LPA Kota Batu juga sudah menerima video itu saat pelaporan, termasuk keterangan langsung dari 2 korban. Ketua Lembaga Perlindungan Anak (LPA) Kota Batu Fuad Dwiyono menjelaskan peristiwa itu terjadi pada 3 Mei 2021. Saat itu, pukul 12.30 WIB, terlapor mengumpulkan seluruh siswa di BP Cinema, gedung mini teater atau bioskop mini di sana.
”Tanpa ada sebab yang jelas, 2 korban ini dipanggil ke depan, lalu dimarahi sambil ditampar, dipukuli, dan ditendang berkali-kali di hadapan seluruh siswa,” jelas Fuad usai proses pelaporan.

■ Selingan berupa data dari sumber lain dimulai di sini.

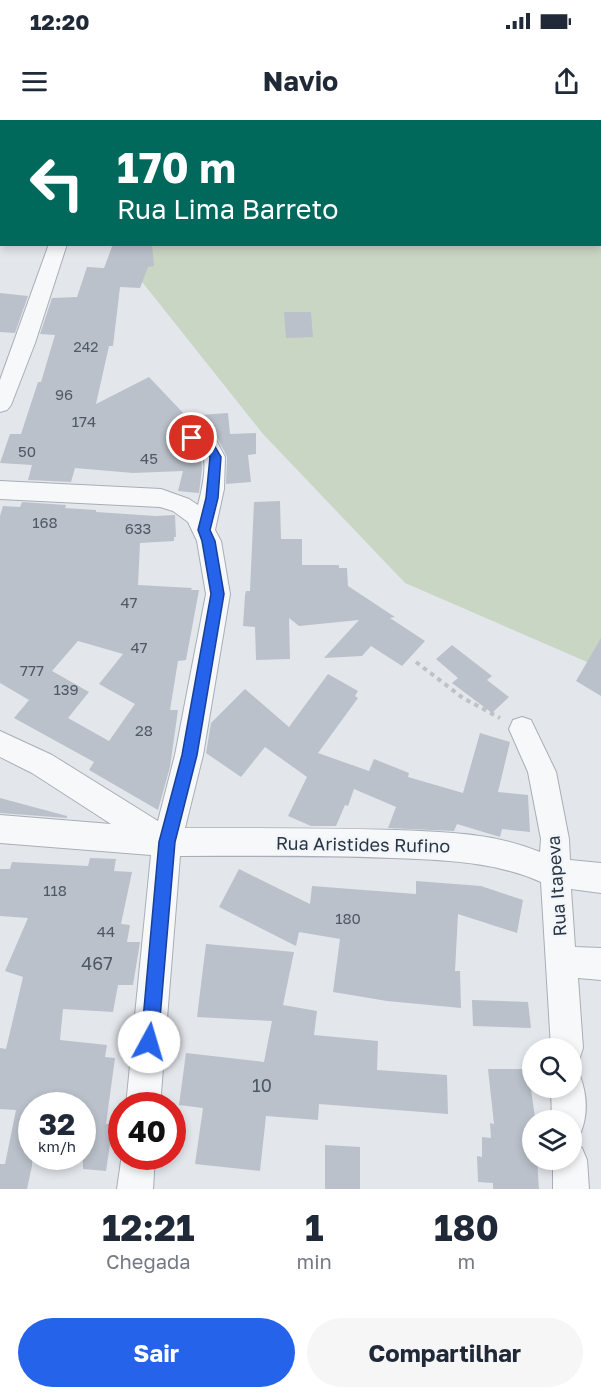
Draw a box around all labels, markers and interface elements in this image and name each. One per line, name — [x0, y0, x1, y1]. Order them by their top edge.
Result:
text: 12:20 — [30, 8, 90, 35]
icon: menu — [18, 65, 51, 98]
text: Navio — [263, 65, 338, 97]
icon: share — [550, 65, 583, 98]
text: 170 m — [117, 142, 236, 192]
icon: left — [18, 144, 96, 222]
text: Rua Lima Barreto — [117, 193, 338, 225]
house number: 242 — [74, 338, 98, 355]
house number: 96 — [55, 385, 73, 403]
house number: 174 — [72, 412, 96, 430]
pin — [166, 412, 217, 463]
icon: arrive — [175, 421, 208, 454]
house number: 50 — [18, 442, 36, 460]
house number: 45 — [140, 449, 158, 467]
house number: 168 — [32, 513, 58, 531]
house number: 633 — [125, 519, 151, 537]
house number: 47 — [120, 593, 138, 611]
house number: 47 — [130, 638, 148, 656]
house number: 777 — [20, 661, 44, 679]
house number: 139 — [53, 680, 79, 698]
house number: 28 — [135, 721, 153, 739]
street label: Rua Aristides Rufino — [276, 831, 450, 857]
street label: Rua Itapeva — [541, 835, 571, 937]
house number: 118 — [43, 881, 67, 899]
house number: 180 — [335, 909, 361, 927]
house number: 44 — [97, 922, 115, 940]
house number: 467 — [81, 952, 113, 974]
position arrow — [117, 1010, 181, 1074]
map controls — [522, 1038, 582, 1170]
button: search — [522, 1038, 582, 1098]
house number: 10 — [252, 1074, 272, 1096]
speed limit sign: 40 — [108, 1092, 186, 1170]
text: 32 — [39, 1106, 75, 1142]
button: layers — [522, 1110, 582, 1170]
text: km/h — [38, 1137, 76, 1155]
text: 12:21 — [102, 1206, 195, 1249]
text: 1 — [305, 1206, 324, 1249]
text: 180 — [434, 1206, 499, 1249]
text: Chegada — [106, 1249, 191, 1273]
text: min — [297, 1249, 332, 1273]
text: m — [458, 1249, 475, 1273]
button: Sair — [18, 1318, 295, 1387]
button: Compartilhar — [307, 1318, 583, 1387]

Dari pengakuan korban, dia melanjutkan, alasan terlapor memarahi korban ditengarai sebagai buntut dari permintaan korban untuk keringanan jam kerja. Dia merasa kecapekan harus bekerja sampai larut setiap hari.
Fuad menuturkan, aksi kekerasan seperti itu hampir dialami siapa pun yang pernah tinggal di sana. Hanya saja, fakta itu baru bisa dibuktikan lewat rekaman video tersebut.
”Dari kejadian ini, aduan yang kami dengar dari para siswa itu benar adanya. Di luar tindak kekerasan dan pelecehan seksual yang dilakukan pendirinya (JEP, red), nyatanya, rantai kekerasan itu juga terjadi secara sistemik,” ujar Fuad.
Dia menambahkan, aksi kekerasan itu tak hanya dipertontonkan di hadapan seluruh siswa, tapi juga disaksikan kepala sekolah.
”Saya katakan tadi, kepala sekolah harus ikut diperiksa karena ada pembiaran di situ. Ini dipukuli lho ya,” imbuhnya miris.
Derita korban tak cukup di situ saja. Korban bersama 5 temannya dipulangkan ke daerah asalnya masing-masing. Fuad mengatakan, mereka dipulangkan dengan hanya diberi uang saku Rp 500 ribu. Padahal, mereka sudah tidak punya sanak keluarga.
”Mereka ini anak yatim piatu, gak punya siap-siapa lagi. Mereka itu akhirnya terlantar di jalan, jadi tukang parkir, ngamen. Mereka gak tau harus pulang ke mana,” bebernya.
Dia melanjutkan, pihak SMA SPI akhirnya memanggil 5 siswa itu agar kembali lagi.
”Tak lama kemudian, mereka dihubungi kembali oleh pihak SPI untuk balik ke asrama. Sekarang mereka sudah balik ke asrama lagi,” imbuhnya.
Fuad berharap kasus ini dijadikan atensi utama kepolisian demi menuntaskan rantai kekerasan sistemik ini. Apalagi korbannya adalah anak-anak yatim piatu.
”Saya harap banyak korban lain ikut berani buka suara semua demi memutus rantai tindakan penganiayaan di sekolah tersebut,” tegasnya.